Task details »
Copy every entry exactly as it reads and exclude whatever pictures appear.

Data for the task »
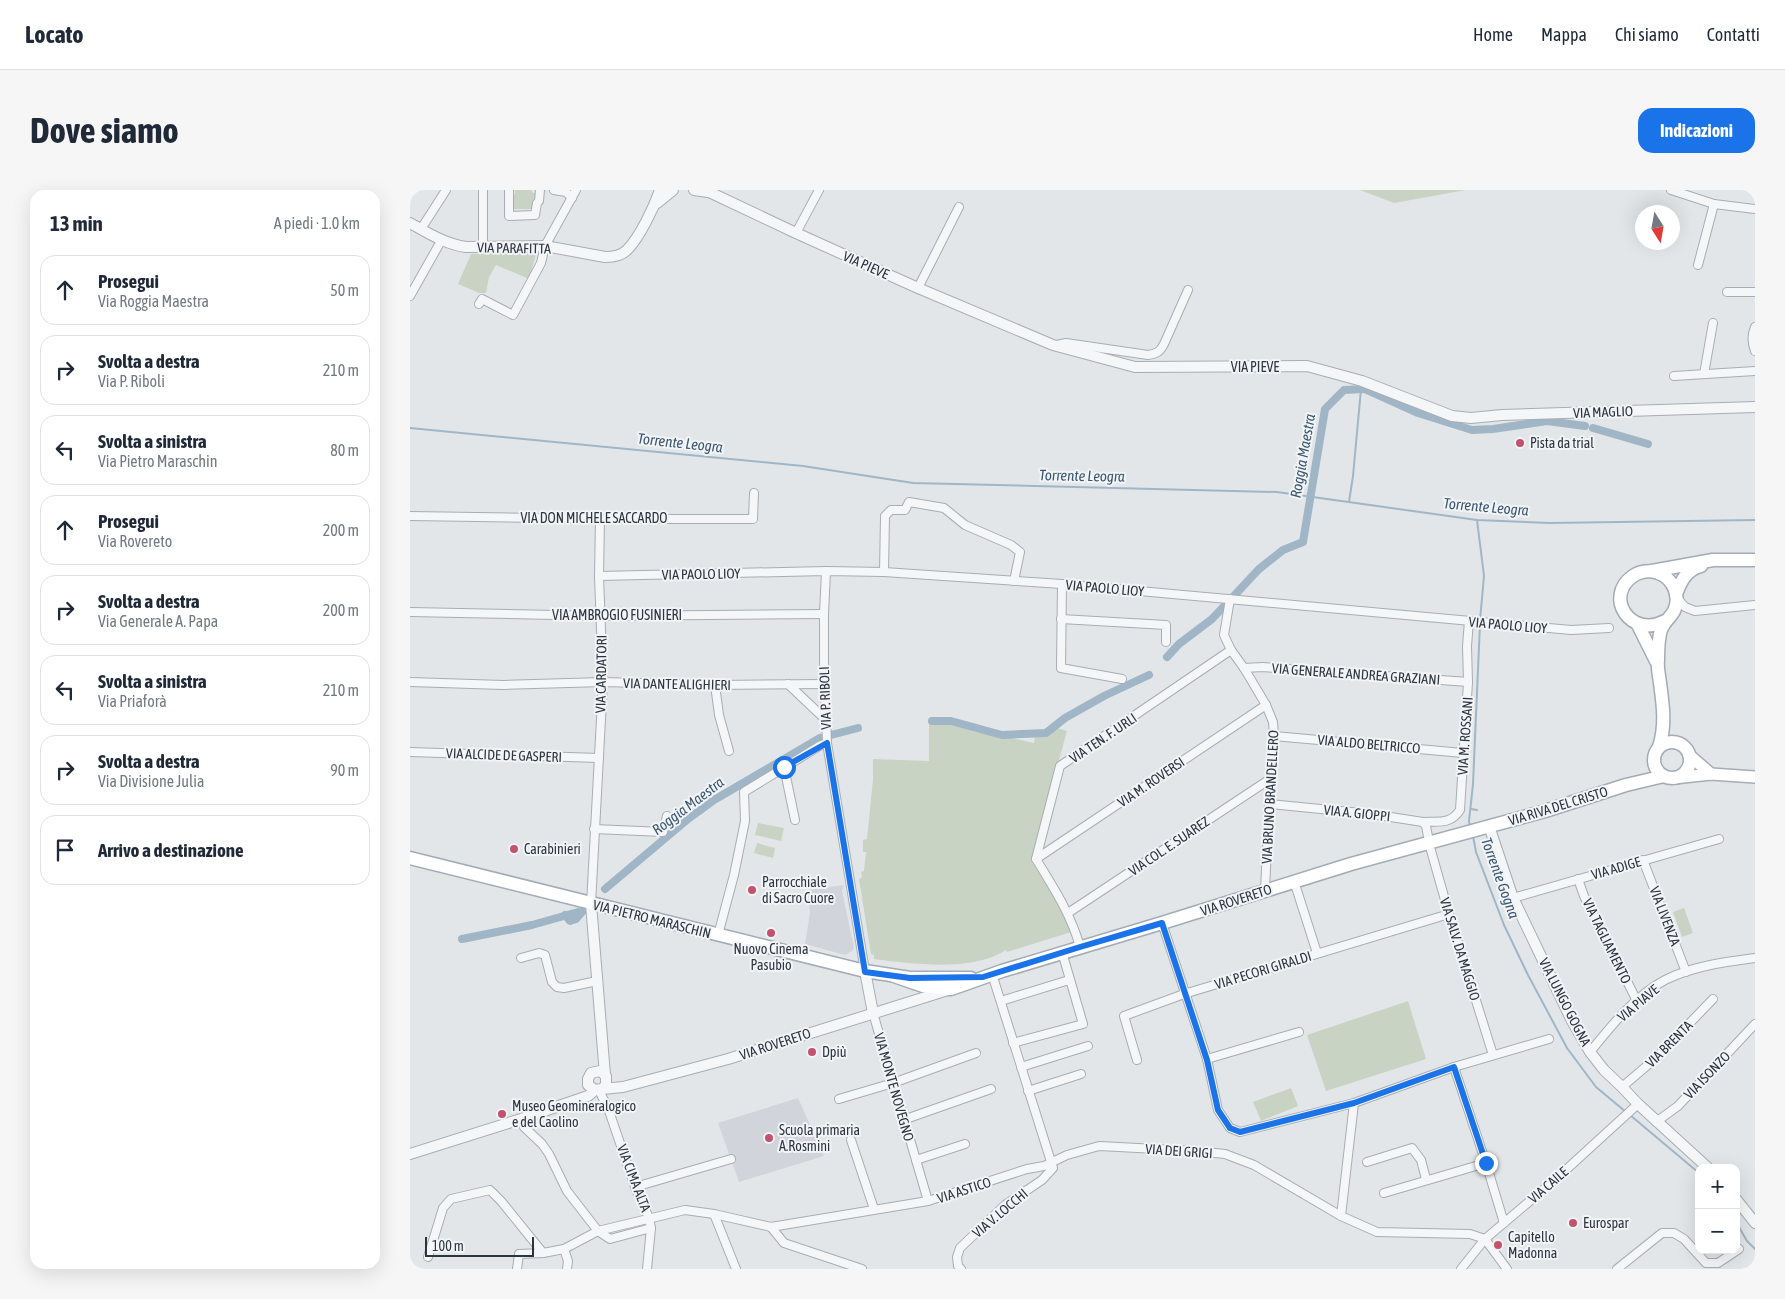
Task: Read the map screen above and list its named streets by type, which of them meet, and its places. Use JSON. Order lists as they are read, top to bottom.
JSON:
{
  "streets": {
    "main road": ["VIA RIVA DEL CRISTO", "VIA ROVERETO", "VIA PIETRO MARASCHIN"],
    "street": [
      "VIA PARAFITTA",
      "VIA PIEVE",
      "VIA MAGLIO",
      "VIA DON MICHELE SACCARDO",
      "VIA PAOLO LIOY",
      "VIA AMBROGIO FUSINIERI",
      "VIA CARDATORI",
      "VIA GENERALE ANDREA GRAZIANI",
      "VIA DANTE ALIGHIERI",
      "VIA P. RIBOLI",
      "VIA M. ROSSANI",
      "VIA TEN. F. URLI",
      "VIA ALDO BELTRICCO",
      "VIA ALCIDE DE GASPERI",
      "VIA M. ROVERSI",
      "VIA BRUNO BRANDELLERO",
      "VIA A. GIOPPI",
      "VIA COL. E. SUAREZ",
      "VIA ADIGE",
      "VIA LIVENZA",
      "VIA TAGLIAMENTO",
      "VIA SALV. DA MAGGIO",
      "VIA PECORI GIRALDI",
      "VIA LUNGO GOGNA",
      "VIA PIAVE",
      "VIA BRENTA",
      "VIA ISONZO",
      "VIA MONTE NOVEGNO",
      "VIA DEI GRIGI",
      "VIA CIMA ALTA",
      "VIA CAILE",
      "VIA ASTICO",
      "VIA V. LOCCHI"
    ]
  },
  "crossings": [
    ["VIA PIEVE", "VIA MAGLIO"],
    ["VIA DON MICHELE SACCARDO", "VIA CARDATORI"],
    ["VIA PAOLO LIOY", "VIA CARDATORI"],
    ["VIA PAOLO LIOY", "VIA P. RIBOLI"],
    ["VIA PAOLO LIOY", "VIA M. ROSSANI"],
    ["VIA PAOLO LIOY", "VIA BRUNO BRANDELLERO"],
    ["VIA AMBROGIO FUSINIERI", "VIA CARDATORI"],
    ["VIA AMBROGIO FUSINIERI", "VIA P. RIBOLI"],
    ["VIA CARDATORI", "VIA DANTE ALIGHIERI"],
    ["VIA CARDATORI", "VIA ALCIDE DE GASPERI"],
    ["VIA CARDATORI", "VIA ROVERETO"],
    ["VIA CARDATORI", "VIA PIETRO MARASCHIN"],
    ["VIA CARDATORI", "VIA CIMA ALTA"],
    ["VIA GENERALE ANDREA GRAZIANI", "VIA M. ROSSANI"],
    ["VIA GENERALE ANDREA GRAZIANI", "VIA BRUNO BRANDELLERO"],
    ["VIA DANTE ALIGHIERI", "VIA P. RIBOLI"],
    ["VIA P. RIBOLI", "VIA PIETRO MARASCHIN"],
    ["VIA P. RIBOLI", "VIA MONTE NOVEGNO"],
    ["VIA M. ROSSANI", "VIA ALDO BELTRICCO"],
    ["VIA M. ROSSANI", "VIA A. GIOPPI"],
    ["VIA TEN. F. URLI", "VIA M. ROVERSI"],
    ["VIA TEN. F. URLI", "VIA BRUNO BRANDELLERO"],
    ["VIA ALDO BELTRICCO", "VIA BRUNO BRANDELLERO"],
    ["VIA M. ROVERSI", "VIA BRUNO BRANDELLERO"],
    ["VIA BRUNO BRANDELLERO", "VIA A. GIOPPI"],
    ["VIA BRUNO BRANDELLERO", "VIA COL. E. SUAREZ"],
    ["VIA BRUNO BRANDELLERO", "VIA ROVERETO"],
    ["VIA RIVA DEL CRISTO", "VIA ROVERETO"],
    ["VIA RIVA DEL CRISTO", "VIA LUNGO GOGNA"],
    ["VIA ADIGE", "VIA LIVENZA"],
    ["VIA ADIGE", "VIA TAGLIAMENTO"],
    ["VIA ADIGE", "VIA LUNGO GOGNA"],
    ["VIA ROVERETO", "VIA PIETRO MARASCHIN"],
    ["VIA ROVERETO", "VIA SALV. DA MAGGIO"],
    ["VIA ROVERETO", "VIA LUNGO GOGNA"],
    ["VIA ROVERETO", "VIA MONTE NOVEGNO"],
    ["VIA ROVERETO", "VIA CIMA ALTA"],
    ["VIA LIVENZA", "VIA PIAVE"],
    ["VIA PIETRO MARASCHIN", "VIA MONTE NOVEGNO"],
    ["VIA TAGLIAMENTO", "VIA PIAVE"],
    ["VIA SALV. DA MAGGIO", "VIA PECORI GIRALDI"],
    ["VIA LUNGO GOGNA", "VIA PIAVE"],
    ["VIA LUNGO GOGNA", "VIA BRENTA"],
    ["VIA LUNGO GOGNA", "VIA ISONZO"],
    ["VIA LUNGO GOGNA", "VIA CAILE"],
    ["VIA MONTE NOVEGNO", "VIA ASTICO"],
    ["VIA DEI GRIGI", "VIA CAILE"],
    ["VIA DEI GRIGI", "VIA ASTICO"],
    ["VIA DEI GRIGI", "VIA V. LOCCHI"],
    ["VIA CIMA ALTA", "VIA ASTICO"],
    ["VIA ASTICO", "VIA V. LOCCHI"]
  ],
  "water": ["Torrente Leogra", "Roggia Maestra", "Torrente Gogna"],
  "places": [
    "Pista da trial",
    "Carabinieri",
    "Parrocchiale di Sacro Cuore",
    "Nuovo Cinema Pasubio",
    "Dpiù",
    "Museo Geomineralogico e del Caolino",
    "Scuola primaria A.Rosmini",
    "Eurospar",
    "Capitello Madonna"
  ],
  "scale_bar": "100 m",
  "north": "bottom",
  "page": {
    "header": "Locato",
    "nav": [
      "Home",
      "Mappa",
      "Chi siamo",
      "Contatti"
    ],
    "buttons": "Indicazioni",
    "title": "Dove siamo",
    "heading": ["13 min", "A piedi · 1.0 km"],
    "list": [
      ["Prosegui", "Via Roggia Maestra", "50 m"],
      ["Svolta a destra", "Via P. Riboli", "210 m"],
      ["Svolta a sinistra", "Via Pietro Maraschin", "80 m"],
      ["Prosegui", "Via Rovereto", "200 m"],
      ["Svolta a destra", "Via Generale A. Papa", "200 m"],
      ["Svolta a sinistra", "Via Priaforà", "210 m"],
      ["Svolta a destra", "Via Divisione Julia", "90 m"],
      "Arrivo a destinazione"
    ],
    "map_buttons": ["+", "−"],
    "scale": "100 m"
  }
}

Response below »
Task: Read the map screen above and list its named streets by type, which of them meet, and its places. Use JSON. Order lists as they are read, top to bottom.
JSON:
{
  "streets": {
    "main road": ["VIA RIVA DEL CRISTO", "VIA ROVERETO", "VIA PIETRO MARASCHIN"],
    "street": [
      "VIA PARAFITTA",
      "VIA PIEVE",
      "VIA MAGLIO",
      "VIA DON MICHELE SACCARDO",
      "VIA PAOLO LIOY",
      "VIA AMBROGIO FUSINIERI",
      "VIA CARDATORI",
      "VIA GENERALE ANDREA GRAZIANI",
      "VIA DANTE ALIGHIERI",
      "VIA P. RIBOLI",
      "VIA M. ROSSANI",
      "VIA TEN. F. URLI",
      "VIA ALDO BELTRICCO",
      "VIA ALCIDE DE GASPERI",
      "VIA M. ROVERSI",
      "VIA BRUNO BRANDELLERO",
      "VIA A. GIOPPI",
      "VIA COL. E. SUAREZ",
      "VIA ADIGE",
      "VIA LIVENZA",
      "VIA TAGLIAMENTO",
      "VIA SALV. DA MAGGIO",
      "VIA PECORI GIRALDI",
      "VIA LUNGO GOGNA",
      "VIA PIAVE",
      "VIA BRENTA",
      "VIA ISONZO",
      "VIA MONTE NOVEGNO",
      "VIA DEI GRIGI",
      "VIA CIMA ALTA",
      "VIA CAILE",
      "VIA ASTICO",
      "VIA V. LOCCHI"
    ]
  },
  "crossings": [
    ["VIA PIEVE", "VIA MAGLIO"],
    ["VIA DON MICHELE SACCARDO", "VIA CARDATORI"],
    ["VIA PAOLO LIOY", "VIA CARDATORI"],
    ["VIA PAOLO LIOY", "VIA P. RIBOLI"],
    ["VIA PAOLO LIOY", "VIA M. ROSSANI"],
    ["VIA PAOLO LIOY", "VIA BRUNO BRANDELLERO"],
    ["VIA AMBROGIO FUSINIERI", "VIA CARDATORI"],
    ["VIA AMBROGIO FUSINIERI", "VIA P. RIBOLI"],
    ["VIA CARDATORI", "VIA DANTE ALIGHIERI"],
    ["VIA CARDATORI", "VIA ALCIDE DE GASPERI"],
    ["VIA CARDATORI", "VIA ROVERETO"],
    ["VIA CARDATORI", "VIA PIETRO MARASCHIN"],
    ["VIA CARDATORI", "VIA CIMA ALTA"],
    ["VIA GENERALE ANDREA GRAZIANI", "VIA M. ROSSANI"],
    ["VIA GENERALE ANDREA GRAZIANI", "VIA BRUNO BRANDELLERO"],
    ["VIA DANTE ALIGHIERI", "VIA P. RIBOLI"],
    ["VIA P. RIBOLI", "VIA PIETRO MARASCHIN"],
    ["VIA P. RIBOLI", "VIA MONTE NOVEGNO"],
    ["VIA M. ROSSANI", "VIA ALDO BELTRICCO"],
    ["VIA M. ROSSANI", "VIA A. GIOPPI"],
    ["VIA TEN. F. URLI", "VIA M. ROVERSI"],
    ["VIA TEN. F. URLI", "VIA BRUNO BRANDELLERO"],
    ["VIA ALDO BELTRICCO", "VIA BRUNO BRANDELLERO"],
    ["VIA M. ROVERSI", "VIA BRUNO BRANDELLERO"],
    ["VIA BRUNO BRANDELLERO", "VIA A. GIOPPI"],
    ["VIA BRUNO BRANDELLERO", "VIA COL. E. SUAREZ"],
    ["VIA BRUNO BRANDELLERO", "VIA ROVERETO"],
    ["VIA RIVA DEL CRISTO", "VIA ROVERETO"],
    ["VIA RIVA DEL CRISTO", "VIA LUNGO GOGNA"],
    ["VIA ADIGE", "VIA LIVENZA"],
    ["VIA ADIGE", "VIA TAGLIAMENTO"],
    ["VIA ADIGE", "VIA LUNGO GOGNA"],
    ["VIA ROVERETO", "VIA PIETRO MARASCHIN"],
    ["VIA ROVERETO", "VIA SALV. DA MAGGIO"],
    ["VIA ROVERETO", "VIA LUNGO GOGNA"],
    ["VIA ROVERETO", "VIA MONTE NOVEGNO"],
    ["VIA ROVERETO", "VIA CIMA ALTA"],
    ["VIA LIVENZA", "VIA PIAVE"],
    ["VIA PIETRO MARASCHIN", "VIA MONTE NOVEGNO"],
    ["VIA TAGLIAMENTO", "VIA PIAVE"],
    ["VIA SALV. DA MAGGIO", "VIA PECORI GIRALDI"],
    ["VIA LUNGO GOGNA", "VIA PIAVE"],
    ["VIA LUNGO GOGNA", "VIA BRENTA"],
    ["VIA LUNGO GOGNA", "VIA ISONZO"],
    ["VIA LUNGO GOGNA", "VIA CAILE"],
    ["VIA MONTE NOVEGNO", "VIA ASTICO"],
    ["VIA DEI GRIGI", "VIA CAILE"],
    ["VIA DEI GRIGI", "VIA ASTICO"],
    ["VIA DEI GRIGI", "VIA V. LOCCHI"],
    ["VIA CIMA ALTA", "VIA ASTICO"],
    ["VIA ASTICO", "VIA V. LOCCHI"]
  ],
  "water": ["Torrente Leogra", "Roggia Maestra", "Torrente Gogna"],
  "places": [
    "Pista da trial",
    "Carabinieri",
    "Parrocchiale di Sacro Cuore",
    "Nuovo Cinema Pasubio",
    "Dpiù",
    "Museo Geomineralogico e del Caolino",
    "Scuola primaria A.Rosmini",
    "Eurospar",
    "Capitello Madonna"
  ],
  "scale_bar": "100 m",
  "north": "bottom",
  "page": {
    "header": "Locato",
    "nav": [
      "Home",
      "Mappa",
      "Chi siamo",
      "Contatti"
    ],
    "buttons": "Indicazioni",
    "title": "Dove siamo",
    "heading": ["13 min", "A piedi · 1.0 km"],
    "list": [
      ["Prosegui", "Via Roggia Maestra", "50 m"],
      ["Svolta a destra", "Via P. Riboli", "210 m"],
      ["Svolta a sinistra", "Via Pietro Maraschin", "80 m"],
      ["Prosegui", "Via Rovereto", "200 m"],
      ["Svolta a destra", "Via Generale A. Papa", "200 m"],
      ["Svolta a sinistra", "Via Priaforà", "210 m"],
      ["Svolta a destra", "Via Divisione Julia", "90 m"],
      "Arrivo a destinazione"
    ],
    "map_buttons": ["+", "−"],
    "scale": "100 m"
  }
}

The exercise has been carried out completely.